Dataset excerpts:
━━━

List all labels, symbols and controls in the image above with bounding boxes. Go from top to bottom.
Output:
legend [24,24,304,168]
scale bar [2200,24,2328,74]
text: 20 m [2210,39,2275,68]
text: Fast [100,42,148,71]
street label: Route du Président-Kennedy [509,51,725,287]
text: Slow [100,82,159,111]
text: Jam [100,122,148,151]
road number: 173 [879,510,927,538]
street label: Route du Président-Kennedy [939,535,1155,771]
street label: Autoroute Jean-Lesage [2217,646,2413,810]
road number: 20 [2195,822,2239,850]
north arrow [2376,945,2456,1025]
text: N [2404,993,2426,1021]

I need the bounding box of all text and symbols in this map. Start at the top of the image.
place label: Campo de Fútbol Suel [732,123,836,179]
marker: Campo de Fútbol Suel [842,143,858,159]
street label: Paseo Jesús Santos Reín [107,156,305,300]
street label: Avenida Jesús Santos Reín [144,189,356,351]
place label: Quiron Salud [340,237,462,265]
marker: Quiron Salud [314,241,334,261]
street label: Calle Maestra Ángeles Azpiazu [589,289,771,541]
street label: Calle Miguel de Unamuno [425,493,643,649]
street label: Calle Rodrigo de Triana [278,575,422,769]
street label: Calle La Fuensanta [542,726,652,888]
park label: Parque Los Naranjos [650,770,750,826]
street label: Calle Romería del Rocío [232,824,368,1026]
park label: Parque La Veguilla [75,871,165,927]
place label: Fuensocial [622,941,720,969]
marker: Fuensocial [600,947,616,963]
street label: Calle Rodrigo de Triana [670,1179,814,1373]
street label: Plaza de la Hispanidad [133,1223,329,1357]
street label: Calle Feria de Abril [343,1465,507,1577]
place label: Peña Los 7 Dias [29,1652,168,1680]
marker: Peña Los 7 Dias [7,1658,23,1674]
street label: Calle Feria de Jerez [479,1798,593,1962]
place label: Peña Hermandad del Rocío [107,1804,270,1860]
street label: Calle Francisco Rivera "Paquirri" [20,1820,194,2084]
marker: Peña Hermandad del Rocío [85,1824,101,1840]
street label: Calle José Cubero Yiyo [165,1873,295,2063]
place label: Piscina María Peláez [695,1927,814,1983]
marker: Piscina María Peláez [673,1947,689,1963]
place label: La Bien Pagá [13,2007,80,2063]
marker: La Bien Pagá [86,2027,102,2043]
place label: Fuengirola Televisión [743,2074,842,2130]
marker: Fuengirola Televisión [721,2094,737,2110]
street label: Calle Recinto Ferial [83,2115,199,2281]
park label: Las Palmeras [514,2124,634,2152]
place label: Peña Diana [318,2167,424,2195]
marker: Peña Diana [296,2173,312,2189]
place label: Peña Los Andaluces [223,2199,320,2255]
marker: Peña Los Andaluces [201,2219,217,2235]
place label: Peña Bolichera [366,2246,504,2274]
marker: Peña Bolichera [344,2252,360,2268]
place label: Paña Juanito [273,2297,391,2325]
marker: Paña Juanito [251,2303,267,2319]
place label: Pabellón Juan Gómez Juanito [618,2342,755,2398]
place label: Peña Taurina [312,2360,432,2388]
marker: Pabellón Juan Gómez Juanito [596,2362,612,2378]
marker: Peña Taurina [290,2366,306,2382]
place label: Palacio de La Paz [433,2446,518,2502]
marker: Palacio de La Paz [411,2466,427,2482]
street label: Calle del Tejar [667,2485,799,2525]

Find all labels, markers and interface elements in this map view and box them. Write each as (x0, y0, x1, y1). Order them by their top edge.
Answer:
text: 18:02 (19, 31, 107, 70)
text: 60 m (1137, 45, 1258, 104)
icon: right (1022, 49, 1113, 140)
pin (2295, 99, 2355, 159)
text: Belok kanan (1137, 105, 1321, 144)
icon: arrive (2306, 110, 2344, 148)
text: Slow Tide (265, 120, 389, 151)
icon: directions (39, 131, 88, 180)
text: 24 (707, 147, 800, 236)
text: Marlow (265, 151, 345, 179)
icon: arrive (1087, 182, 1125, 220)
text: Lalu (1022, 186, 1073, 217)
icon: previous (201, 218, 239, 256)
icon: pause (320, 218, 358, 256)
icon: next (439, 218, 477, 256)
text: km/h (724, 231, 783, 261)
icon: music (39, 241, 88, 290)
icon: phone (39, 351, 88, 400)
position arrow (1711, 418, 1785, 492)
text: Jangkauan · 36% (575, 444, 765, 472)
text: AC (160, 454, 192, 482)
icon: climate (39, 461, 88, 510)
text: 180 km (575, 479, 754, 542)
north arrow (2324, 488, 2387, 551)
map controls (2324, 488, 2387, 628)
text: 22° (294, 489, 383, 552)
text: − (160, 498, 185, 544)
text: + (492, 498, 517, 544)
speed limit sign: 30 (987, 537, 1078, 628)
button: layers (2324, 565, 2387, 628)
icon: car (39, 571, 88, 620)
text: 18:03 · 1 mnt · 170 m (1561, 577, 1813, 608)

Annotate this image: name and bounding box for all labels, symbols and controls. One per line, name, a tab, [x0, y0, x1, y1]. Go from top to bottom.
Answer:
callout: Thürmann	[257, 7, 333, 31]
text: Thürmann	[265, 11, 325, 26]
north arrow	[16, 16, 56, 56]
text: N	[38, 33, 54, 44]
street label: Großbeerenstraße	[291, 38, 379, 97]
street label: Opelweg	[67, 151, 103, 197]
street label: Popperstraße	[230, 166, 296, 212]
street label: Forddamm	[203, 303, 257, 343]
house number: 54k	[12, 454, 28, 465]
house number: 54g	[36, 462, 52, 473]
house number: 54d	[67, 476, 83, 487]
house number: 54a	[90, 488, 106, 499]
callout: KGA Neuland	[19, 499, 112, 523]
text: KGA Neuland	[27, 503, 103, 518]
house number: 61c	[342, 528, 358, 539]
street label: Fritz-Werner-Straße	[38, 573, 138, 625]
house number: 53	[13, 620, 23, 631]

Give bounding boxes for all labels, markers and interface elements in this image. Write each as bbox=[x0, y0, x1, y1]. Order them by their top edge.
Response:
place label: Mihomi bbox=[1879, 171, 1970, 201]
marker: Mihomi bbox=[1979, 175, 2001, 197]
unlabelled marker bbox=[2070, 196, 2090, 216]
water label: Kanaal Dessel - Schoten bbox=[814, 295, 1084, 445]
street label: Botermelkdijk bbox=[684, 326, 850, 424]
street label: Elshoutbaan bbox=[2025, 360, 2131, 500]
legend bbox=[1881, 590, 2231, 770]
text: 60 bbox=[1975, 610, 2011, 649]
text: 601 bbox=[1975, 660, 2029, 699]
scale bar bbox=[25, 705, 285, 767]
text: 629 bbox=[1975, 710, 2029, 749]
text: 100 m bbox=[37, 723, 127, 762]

━━━

_Aim of the task:_
Set down every entry again, exactly as written.

_Your response:_
List all labels, symbols and controls in the image above with bounding boxes. Go from top to bottom.
Output:
legend [24,24,304,168]
scale bar [2200,24,2328,74]
text: 20 m [2210,39,2275,68]
text: Fast [100,42,148,71]
street label: Route du Président-Kennedy [509,51,725,287]
text: Slow [100,82,159,111]
text: Jam [100,122,148,151]
road number: 173 [879,510,927,538]
street label: Route du Président-Kennedy [939,535,1155,771]
street label: Autoroute Jean-Lesage [2217,646,2413,810]
road number: 20 [2195,822,2239,850]
north arrow [2376,945,2456,1025]
text: N [2404,993,2426,1021]

I need the bounding box of all text and symbols in this map. Start at the top of the image.
place label: Campo de Fútbol Suel [732,123,836,179]
marker: Campo de Fútbol Suel [842,143,858,159]
street label: Paseo Jesús Santos Reín [107,156,305,300]
street label: Avenida Jesús Santos Reín [144,189,356,351]
place label: Quiron Salud [340,237,462,265]
marker: Quiron Salud [314,241,334,261]
street label: Calle Maestra Ángeles Azpiazu [589,289,771,541]
street label: Calle Miguel de Unamuno [425,493,643,649]
street label: Calle Rodrigo de Triana [278,575,422,769]
street label: Calle La Fuensanta [542,726,652,888]
park label: Parque Los Naranjos [650,770,750,826]
street label: Calle Romería del Rocío [232,824,368,1026]
park label: Parque La Veguilla [75,871,165,927]
place label: Fuensocial [622,941,720,969]
marker: Fuensocial [600,947,616,963]
street label: Calle Rodrigo de Triana [670,1179,814,1373]
street label: Plaza de la Hispanidad [133,1223,329,1357]
street label: Calle Feria de Abril [343,1465,507,1577]
place label: Peña Los 7 Dias [29,1652,168,1680]
marker: Peña Los 7 Dias [7,1658,23,1674]
street label: Calle Feria de Jerez [479,1798,593,1962]
place label: Peña Hermandad del Rocío [107,1804,270,1860]
street label: Calle Francisco Rivera "Paquirri" [20,1820,194,2084]
marker: Peña Hermandad del Rocío [85,1824,101,1840]
street label: Calle José Cubero Yiyo [165,1873,295,2063]
place label: Piscina María Peláez [695,1927,814,1983]
marker: Piscina María Peláez [673,1947,689,1963]
place label: La Bien Pagá [13,2007,80,2063]
marker: La Bien Pagá [86,2027,102,2043]
place label: Fuengirola Televisión [743,2074,842,2130]
marker: Fuengirola Televisión [721,2094,737,2110]
street label: Calle Recinto Ferial [83,2115,199,2281]
park label: Las Palmeras [514,2124,634,2152]
place label: Peña Diana [318,2167,424,2195]
marker: Peña Diana [296,2173,312,2189]
place label: Peña Los Andaluces [223,2199,320,2255]
marker: Peña Los Andaluces [201,2219,217,2235]
place label: Peña Bolichera [366,2246,504,2274]
marker: Peña Bolichera [344,2252,360,2268]
place label: Paña Juanito [273,2297,391,2325]
marker: Paña Juanito [251,2303,267,2319]
place label: Pabellón Juan Gómez Juanito [618,2342,755,2398]
place label: Peña Taurina [312,2360,432,2388]
marker: Pabellón Juan Gómez Juanito [596,2362,612,2378]
marker: Peña Taurina [290,2366,306,2382]
place label: Palacio de La Paz [433,2446,518,2502]
marker: Palacio de La Paz [411,2466,427,2482]
street label: Calle del Tejar [667,2485,799,2525]

Find all labels, markers and interface elements in this map view and box them. Write each as (x0, y0, x1, y1). Order them by their top edge.
Answer:
text: 18:02 (19, 31, 107, 70)
text: 60 m (1137, 45, 1258, 104)
icon: right (1022, 49, 1113, 140)
pin (2295, 99, 2355, 159)
text: Belok kanan (1137, 105, 1321, 144)
icon: arrive (2306, 110, 2344, 148)
text: Slow Tide (265, 120, 389, 151)
icon: directions (39, 131, 88, 180)
text: 24 (707, 147, 800, 236)
text: Marlow (265, 151, 345, 179)
icon: arrive (1087, 182, 1125, 220)
text: Lalu (1022, 186, 1073, 217)
icon: previous (201, 218, 239, 256)
icon: pause (320, 218, 358, 256)
icon: next (439, 218, 477, 256)
text: km/h (724, 231, 783, 261)
icon: music (39, 241, 88, 290)
icon: phone (39, 351, 88, 400)
position arrow (1711, 418, 1785, 492)
text: Jangkauan · 36% (575, 444, 765, 472)
text: AC (160, 454, 192, 482)
icon: climate (39, 461, 88, 510)
text: 180 km (575, 479, 754, 542)
north arrow (2324, 488, 2387, 551)
map controls (2324, 488, 2387, 628)
text: 22° (294, 489, 383, 552)
text: − (160, 498, 185, 544)
text: + (492, 498, 517, 544)
speed limit sign: 30 (987, 537, 1078, 628)
button: layers (2324, 565, 2387, 628)
icon: car (39, 571, 88, 620)
text: 18:03 · 1 mnt · 170 m (1561, 577, 1813, 608)

Annotate this image: name and bounding box for all labels, symbols and controls. One per line, name, a tab, [x0, y0, x1, y1]. Go from top to bottom.
Answer:
callout: Thürmann	[257, 7, 333, 31]
text: Thürmann	[265, 11, 325, 26]
north arrow	[16, 16, 56, 56]
text: N	[38, 33, 54, 44]
street label: Großbeerenstraße	[291, 38, 379, 97]
street label: Opelweg	[67, 151, 103, 197]
street label: Popperstraße	[230, 166, 296, 212]
street label: Forddamm	[203, 303, 257, 343]
house number: 54k	[12, 454, 28, 465]
house number: 54g	[36, 462, 52, 473]
house number: 54d	[67, 476, 83, 487]
house number: 54a	[90, 488, 106, 499]
callout: KGA Neuland	[19, 499, 112, 523]
text: KGA Neuland	[27, 503, 103, 518]
house number: 61c	[342, 528, 358, 539]
street label: Fritz-Werner-Straße	[38, 573, 138, 625]
house number: 53	[13, 620, 23, 631]

Give bounding boxes for all labels, markers and interface elements in this image. Write each as bbox=[x0, y0, x1, y1]. Order them by their top edge.
Response:
place label: Mihomi bbox=[1879, 171, 1970, 201]
marker: Mihomi bbox=[1979, 175, 2001, 197]
unlabelled marker bbox=[2070, 196, 2090, 216]
water label: Kanaal Dessel - Schoten bbox=[814, 295, 1084, 445]
street label: Botermelkdijk bbox=[684, 326, 850, 424]
street label: Elshoutbaan bbox=[2025, 360, 2131, 500]
legend bbox=[1881, 590, 2231, 770]
text: 60 bbox=[1975, 610, 2011, 649]
text: 601 bbox=[1975, 660, 2029, 699]
scale bar bbox=[25, 705, 285, 767]
text: 629 bbox=[1975, 710, 2029, 749]
text: 100 m bbox=[37, 723, 127, 762]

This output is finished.